WHAT TO DO: State the number of lines in the material below that hold "inset", and add nothing to it.

+ + + +

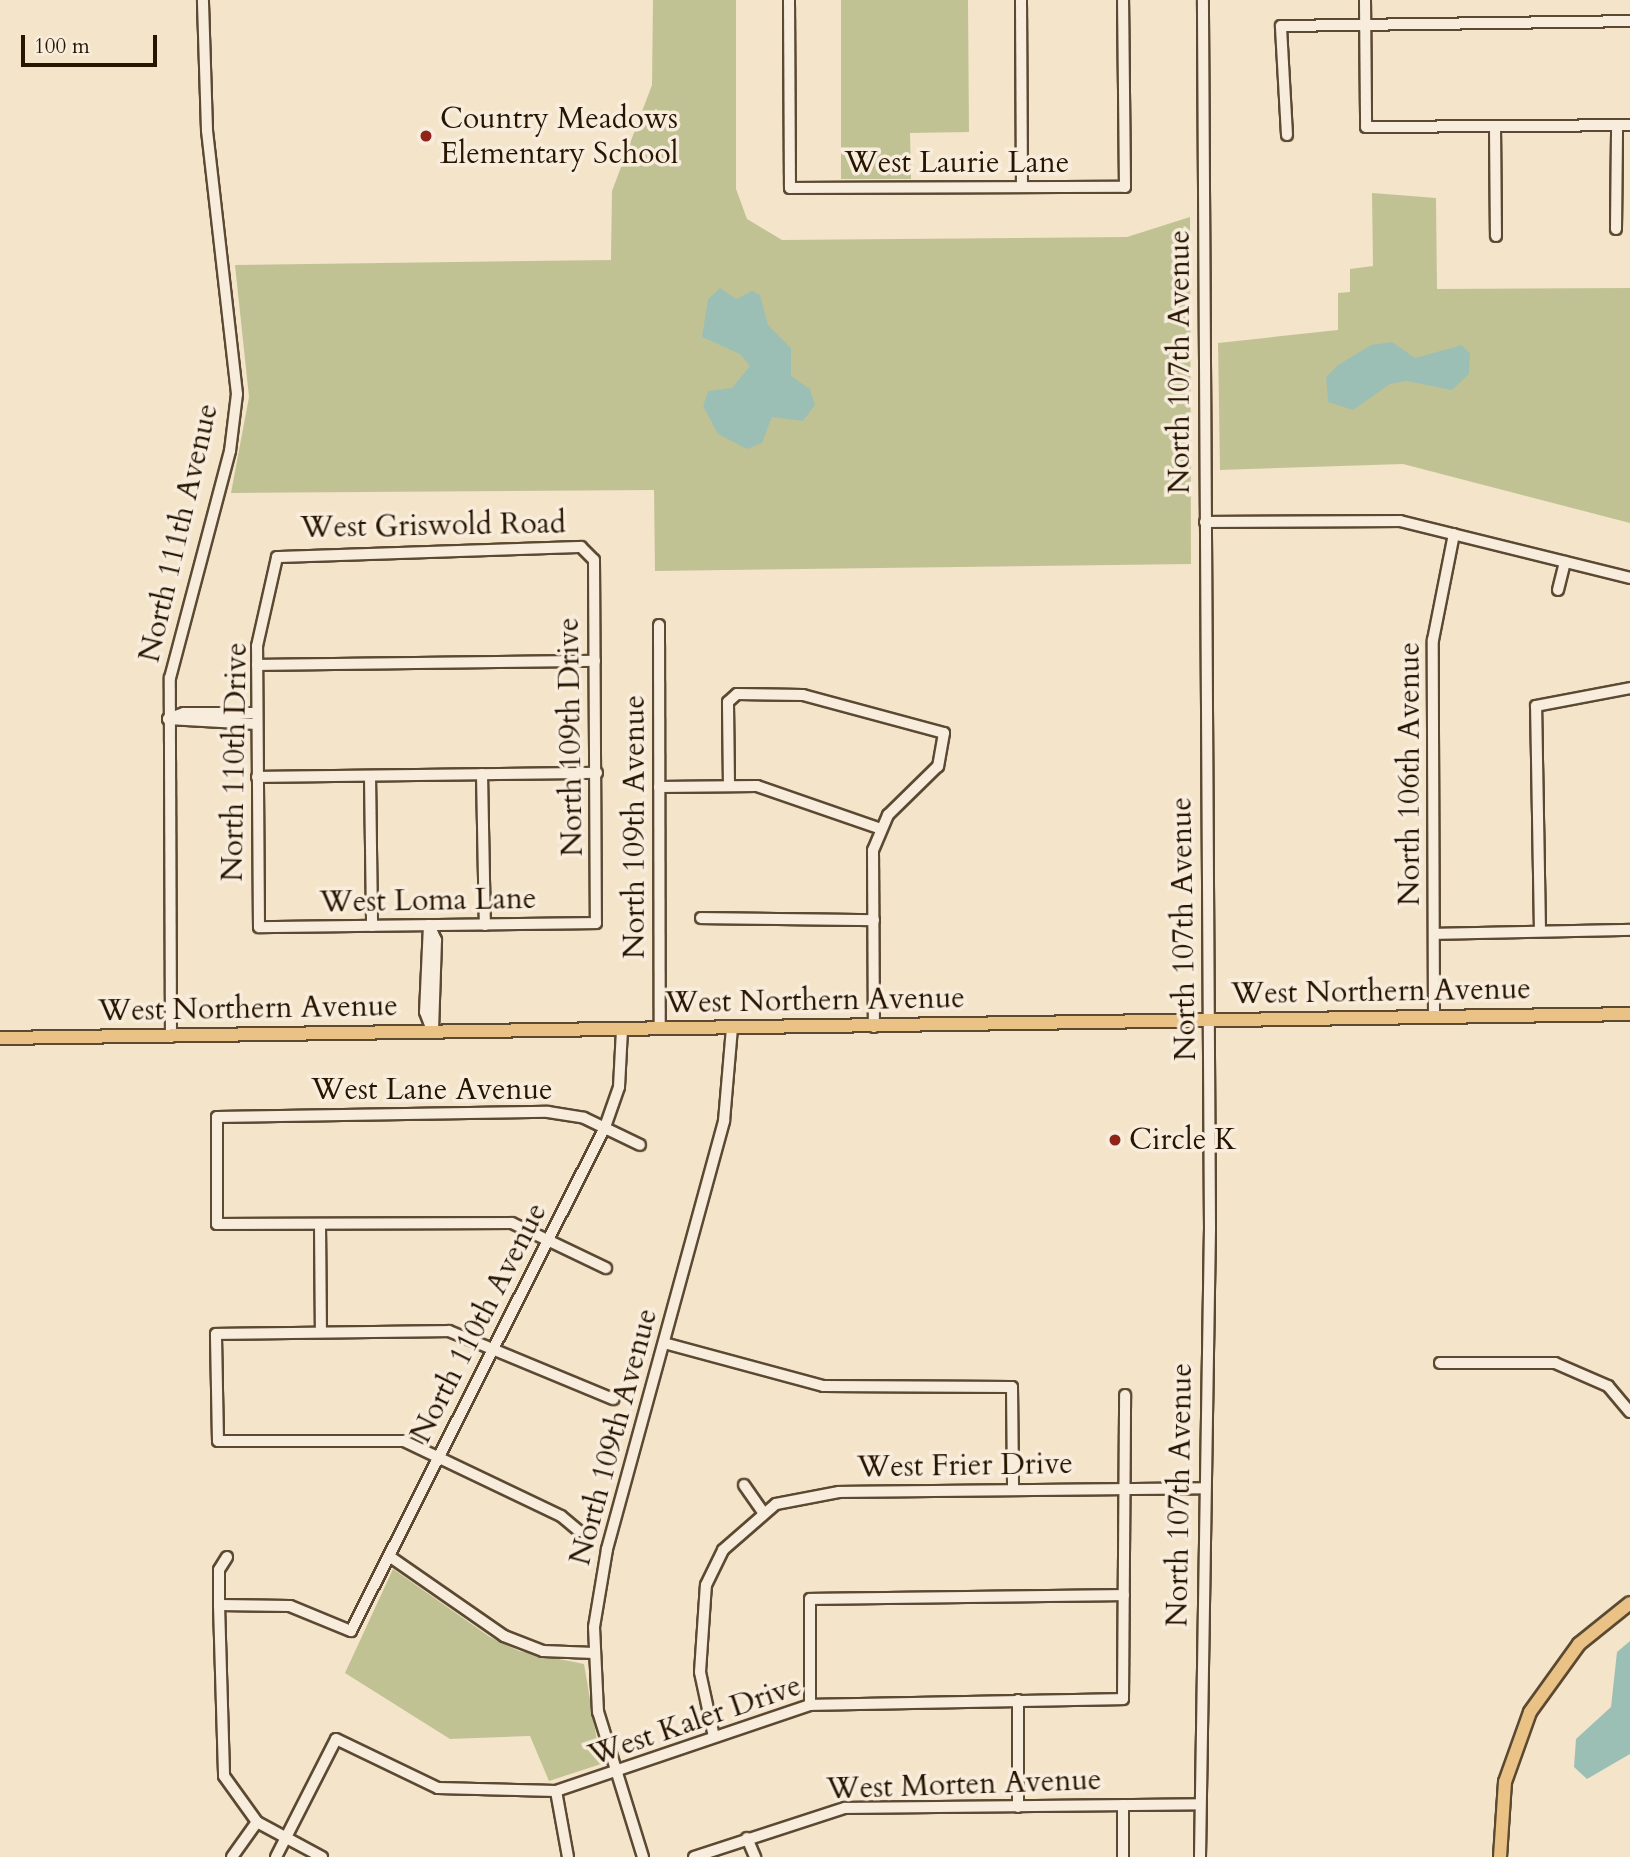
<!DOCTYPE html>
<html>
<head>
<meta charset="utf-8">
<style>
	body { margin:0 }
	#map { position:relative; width:1630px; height:1857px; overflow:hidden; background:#f4e4ca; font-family:Cardo,serif }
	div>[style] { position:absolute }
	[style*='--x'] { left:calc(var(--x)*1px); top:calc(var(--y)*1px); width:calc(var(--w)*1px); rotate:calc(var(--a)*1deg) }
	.green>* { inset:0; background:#c1c293 }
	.water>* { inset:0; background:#9cbfb5 }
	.roads { filter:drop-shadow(2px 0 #5b4932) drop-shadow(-2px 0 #5b4932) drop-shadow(0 2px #5b4932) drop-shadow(0 -2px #5b4932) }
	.minor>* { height:10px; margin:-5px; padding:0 5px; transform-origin:5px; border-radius:5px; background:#f8eddd }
	.major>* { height:12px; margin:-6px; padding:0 6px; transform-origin:6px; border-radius:6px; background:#eac285 }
	.dots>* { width:19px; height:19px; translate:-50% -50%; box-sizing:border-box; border:4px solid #f8eddd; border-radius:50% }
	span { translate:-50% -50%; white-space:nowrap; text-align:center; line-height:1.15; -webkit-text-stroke:7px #f8eddd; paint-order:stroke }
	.poi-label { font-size:30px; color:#281500 }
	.left { translate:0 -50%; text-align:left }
	.street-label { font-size:30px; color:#281500 }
	.scale { position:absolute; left:21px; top:35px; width:136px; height:32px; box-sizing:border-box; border:4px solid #281500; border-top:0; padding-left:9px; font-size:21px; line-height:24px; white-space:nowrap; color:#281500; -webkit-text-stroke:5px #f8eddd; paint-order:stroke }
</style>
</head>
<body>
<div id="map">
	<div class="green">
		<div style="clip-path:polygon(653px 0,736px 0,736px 189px,747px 219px,782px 240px,1127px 237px,1190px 217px,1191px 564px,655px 571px,654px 490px,231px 493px,249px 397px,235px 265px,611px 260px,612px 191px,652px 85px)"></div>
		<div style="clip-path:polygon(841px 0,968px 0,969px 132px,910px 133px,911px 179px,841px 179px)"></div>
		<div style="clip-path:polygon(1372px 193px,1436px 198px,1437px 289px,1630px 288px,1630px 523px,1403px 464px,1220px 470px,1218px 343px,1338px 330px,1338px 293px,1350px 292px,1350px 269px,1373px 266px)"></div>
		<div style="clip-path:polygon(393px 1569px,490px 1637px,519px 1651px,584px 1664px,601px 1764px,549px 1781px,530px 1736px,450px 1739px,345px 1673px)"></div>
	</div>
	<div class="water">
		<div style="clip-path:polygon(720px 288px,736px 299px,752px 291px,760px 295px,768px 325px,791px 348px,791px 376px,810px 389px,815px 405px,803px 421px,772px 417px,762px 443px,747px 449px,718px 434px,703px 406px,708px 391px,732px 388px,750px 366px,740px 354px,702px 337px,708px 299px)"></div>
		<div style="clip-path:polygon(1392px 342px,1415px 358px,1462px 345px,1470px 354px,1469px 374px,1452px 390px,1406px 381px,1390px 384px,1353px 410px,1328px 402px,1326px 377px,1338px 365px,1371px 345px)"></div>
		<div style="clip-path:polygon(1630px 1641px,1630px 1754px,1587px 1779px,1574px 1767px,1576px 1739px,1611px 1707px,1617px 1652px)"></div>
	</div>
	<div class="roads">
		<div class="minor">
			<div style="--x:789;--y:0;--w:188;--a:89.7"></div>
			<div style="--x:790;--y:188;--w:335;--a:-0.2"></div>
			<div style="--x:1125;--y:187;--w:187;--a:-90.6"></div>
			<div style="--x:1021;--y:0;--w:187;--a:89.7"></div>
			<div style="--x:1365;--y:0;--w:127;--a:89.5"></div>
			<div style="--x:1366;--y:127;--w:264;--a:-0.4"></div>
			<div style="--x:1495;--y:126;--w:110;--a:89.5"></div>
			<div style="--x:1287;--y:135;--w:109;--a:-93.2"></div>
			<div style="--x:1281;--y:26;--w:349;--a:-0.8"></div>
			<div style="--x:1616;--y:229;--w:104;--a:-89.4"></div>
			<div style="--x:1205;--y:522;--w:195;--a:-0.3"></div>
			<div style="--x:1400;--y:521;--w:237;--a:13.9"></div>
			<div style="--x:581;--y:547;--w:18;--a:45"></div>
			<div style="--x:594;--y:560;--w:363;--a:89.7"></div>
			<div style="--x:596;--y:923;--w:337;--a:179.3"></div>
			<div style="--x:259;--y:927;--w:281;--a:-90.4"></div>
			<div style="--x:257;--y:646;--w:91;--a:-77.3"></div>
			<div style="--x:277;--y:557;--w:304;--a:-1.9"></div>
			<div style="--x:1558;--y:590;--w:29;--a:-76"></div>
			<div style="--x:659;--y:625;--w:404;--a:89.9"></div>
			<div style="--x:257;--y:665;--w:338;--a:-0.7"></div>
			<div style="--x:168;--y:719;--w:17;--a:-21"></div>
			<div style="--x:184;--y:713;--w:73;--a:0"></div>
			<div style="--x:168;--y:719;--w:89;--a:3.2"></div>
			<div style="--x:482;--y:774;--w:151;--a:88.9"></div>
			<div style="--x:370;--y:776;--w:150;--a:89.2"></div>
			<div style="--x:257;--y:777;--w:340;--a:-0.7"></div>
			<div style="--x:729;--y:786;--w:84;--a:-90.7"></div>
			<div style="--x:728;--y:702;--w:12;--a:-42"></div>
			<div style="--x:737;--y:694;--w:66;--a:0.9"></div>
			<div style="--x:803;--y:695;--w:146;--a:15.1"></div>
			<div style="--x:944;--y:733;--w:34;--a:100"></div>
			<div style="--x:938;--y:766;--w:70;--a:135.6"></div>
			<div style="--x:888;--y:815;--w:38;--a:113"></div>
			<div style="--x:873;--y:850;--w:177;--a:89.7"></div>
			<div style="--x:659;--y:787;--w:98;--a:-0.6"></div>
			<div style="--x:757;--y:786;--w:128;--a:19.1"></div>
			<div style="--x:701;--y:918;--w:173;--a:0.7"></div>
			<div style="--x:429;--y:925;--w:87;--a:92.6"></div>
			<div style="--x:425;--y:1012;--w:22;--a:69"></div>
			<div style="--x:429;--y:925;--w:17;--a:65"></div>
			<div style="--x:436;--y:940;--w:89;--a:91.9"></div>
			<div style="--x:1540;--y:931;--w:225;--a:-91"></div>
			<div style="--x:1536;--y:706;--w:96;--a:-10.8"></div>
			<div style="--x:1434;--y:934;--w:196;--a:-1.2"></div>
			<div style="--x:1434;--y:1017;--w:377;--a:-90.2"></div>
			<div style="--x:1433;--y:640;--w:108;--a:-78.8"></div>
			<div style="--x:171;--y:1037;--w:359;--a:-90.2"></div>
			<div style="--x:170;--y:678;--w:235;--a:-75.2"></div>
			<div style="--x:230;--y:451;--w:57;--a:-83"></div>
			<div style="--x:237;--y:394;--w:266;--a:-96.5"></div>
			<div style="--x:207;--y:130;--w:130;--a:-91.8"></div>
			<div style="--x:320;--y:1224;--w:108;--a:89.5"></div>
			<div style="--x:606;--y:1268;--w:104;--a:-154.4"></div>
			<div style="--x:512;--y:1223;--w:295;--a:179.8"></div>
			<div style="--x:217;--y:1224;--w:107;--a:-90"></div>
			<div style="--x:217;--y:1117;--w:331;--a:-0.9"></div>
			<div style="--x:548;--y:1112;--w:36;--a:9"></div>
			<div style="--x:584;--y:1118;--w:62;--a:25.7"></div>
			<div style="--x:664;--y:1343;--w:165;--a:15.1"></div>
			<div style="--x:823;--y:1386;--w:189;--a:0.3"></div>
			<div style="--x:1012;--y:1387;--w:103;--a:89.4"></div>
			<div style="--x:1440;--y:1363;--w:115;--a:0"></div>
			<div style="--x:1555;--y:1363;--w:58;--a:23.5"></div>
			<div style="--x:1608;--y:1386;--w:34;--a:50"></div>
			<div style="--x:744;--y:1485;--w:32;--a:55"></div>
			<div style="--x:579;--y:1531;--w:23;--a:-140"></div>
			<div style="--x:561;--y:1516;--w:174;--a:-154.5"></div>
			<div style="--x:404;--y:1441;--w:186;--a:180"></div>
			<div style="--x:218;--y:1441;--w:107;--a:-91.1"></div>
			<div style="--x:216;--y:1334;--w:233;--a:-0.7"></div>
			<div style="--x:449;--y:1331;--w:178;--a:22.5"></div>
			<div style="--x:389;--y:1556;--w:140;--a:34.8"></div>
			<div style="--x:504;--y:1636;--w:42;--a:21"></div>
			<div style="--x:543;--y:1651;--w:51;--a:2.2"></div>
			<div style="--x:227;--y:1557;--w:15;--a:122"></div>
			<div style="--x:219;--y:1570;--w:35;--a:90"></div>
			<div style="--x:219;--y:1605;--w:171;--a:88.3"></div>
			<div style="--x:224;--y:1776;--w:57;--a:54.3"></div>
			<div style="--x:257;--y:1822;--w:74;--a:28.3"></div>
			<div style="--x:219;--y:1605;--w:71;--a:0.8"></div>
			<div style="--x:290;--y:1606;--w:66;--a:22.3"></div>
			<div style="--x:351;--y:1631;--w:564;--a:-63.25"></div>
			<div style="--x:605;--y:1127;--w:42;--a:-70.7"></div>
			<div style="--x:619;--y:1087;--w:58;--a:-87"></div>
			<div style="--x:1018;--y:1700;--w:107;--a:90"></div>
			<div style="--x:810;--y:1705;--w:106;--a:-90"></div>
			<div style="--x:810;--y:1599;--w:314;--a:-0.7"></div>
			<div style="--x:714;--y:1737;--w:66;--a:-102.2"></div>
			<div style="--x:700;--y:1672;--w:87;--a:-86.1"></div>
			<div style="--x:706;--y:1585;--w:39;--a:-64"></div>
			<div style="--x:723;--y:1550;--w:70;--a:-41"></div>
			<div style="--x:776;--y:1504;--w:64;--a:-10.8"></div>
			<div style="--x:839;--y:1492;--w:364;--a:-0.6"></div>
			<div style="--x:556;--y:1791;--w:67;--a:79.7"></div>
			<div style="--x:747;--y:1838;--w:21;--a:67"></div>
			<div style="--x:232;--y:1857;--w:43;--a:-54.5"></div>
			<div style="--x:276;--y:1857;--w:132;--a:-63"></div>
			<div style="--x:336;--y:1739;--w:113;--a:25.7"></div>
			<div style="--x:438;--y:1788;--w:118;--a:1.5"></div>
			<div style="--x:556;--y:1791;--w:268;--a:-18.7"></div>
			<div style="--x:810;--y:1705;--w:313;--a:-1.1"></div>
			<div style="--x:1123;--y:1699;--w:304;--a:-89.6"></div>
			<div style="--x:643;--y:1857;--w:152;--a:-107.2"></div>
			<div style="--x:598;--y:1712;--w:85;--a:-92.7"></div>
			<div style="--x:594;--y:1627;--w:79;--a:-80.5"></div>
			<div style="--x:607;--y:1549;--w:444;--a:-74.7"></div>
			<div style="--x:724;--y:1121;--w:93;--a:-85.1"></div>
			<div style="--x:694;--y:1857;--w:159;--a:-18"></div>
			<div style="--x:845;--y:1808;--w:355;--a:-0.6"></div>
			<div style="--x:1123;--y:1857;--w:52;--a:-90"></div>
			<div style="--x:1200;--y:1857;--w:628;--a:-89.09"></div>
			<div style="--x:1210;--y:1229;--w:1229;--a:-90.33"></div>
		</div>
		<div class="major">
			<div style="--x:0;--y:1038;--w:1630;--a:-0.84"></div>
			<div style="--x:1500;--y:1857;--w:75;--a:-86.2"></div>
			<div style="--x:1505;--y:1782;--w:74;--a:-70.3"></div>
			<div style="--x:1530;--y:1712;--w:84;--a:-54.2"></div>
			<div style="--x:1579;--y:1644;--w:65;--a:-38.8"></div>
		</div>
	</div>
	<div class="dots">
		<div style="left:426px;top:136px;background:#8f2418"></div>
		<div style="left:1115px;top:1140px;background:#8f2418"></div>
	</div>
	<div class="poi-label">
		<span class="left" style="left:440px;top:136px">Country Meadows<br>Elementary School</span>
		<span class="left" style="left:1129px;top:1140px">Circle K</span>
	</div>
	<div class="street-label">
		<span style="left:957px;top:163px">West Laurie Lane</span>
		<span style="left:1180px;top:362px;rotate:-90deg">North 107th Avenue</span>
		<span style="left:433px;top:526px;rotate:-1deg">West Griswold Road</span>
		<span style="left:179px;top:533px;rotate:-77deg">North 111th Avenue</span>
		<span style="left:571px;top:737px;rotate:-91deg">North 109th Drive</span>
		<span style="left:235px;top:762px;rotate:-89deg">North 110th Drive</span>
		<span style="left:1410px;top:774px;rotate:-90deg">North 106th Avenue</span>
		<span style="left:635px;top:827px;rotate:-90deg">North 109th Avenue</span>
		<span style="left:428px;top:901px;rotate:-1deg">West Loma Lane</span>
		<span style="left:1184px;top:929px;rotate:-91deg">North 107th Avenue</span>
		<span style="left:1381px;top:992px;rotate:-1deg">West Northern Avenue</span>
		<span style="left:815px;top:1001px;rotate:-1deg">West Northern Avenue</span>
		<span style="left:248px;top:1009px;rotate:-1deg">West Northern Avenue</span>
		<span style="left:432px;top:1090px">West Lane Avenue</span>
		<span style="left:479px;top:1323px;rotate:-63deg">North 110th Avenue</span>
		<span style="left:614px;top:1437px;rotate:-75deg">North 109th Avenue</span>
		<span style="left:965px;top:1466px;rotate:-1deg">West Frier Drive</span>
		<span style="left:1180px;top:1495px;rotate:-89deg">North 107th Avenue</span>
		<span style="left:695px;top:1721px;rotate:-19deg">West Kaler Drive</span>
		<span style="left:964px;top:1785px;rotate:-2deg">West Morten Avenue</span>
	</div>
	<div class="scale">100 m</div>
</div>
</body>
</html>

+ + + +

EXERCISE OUTPUT: 2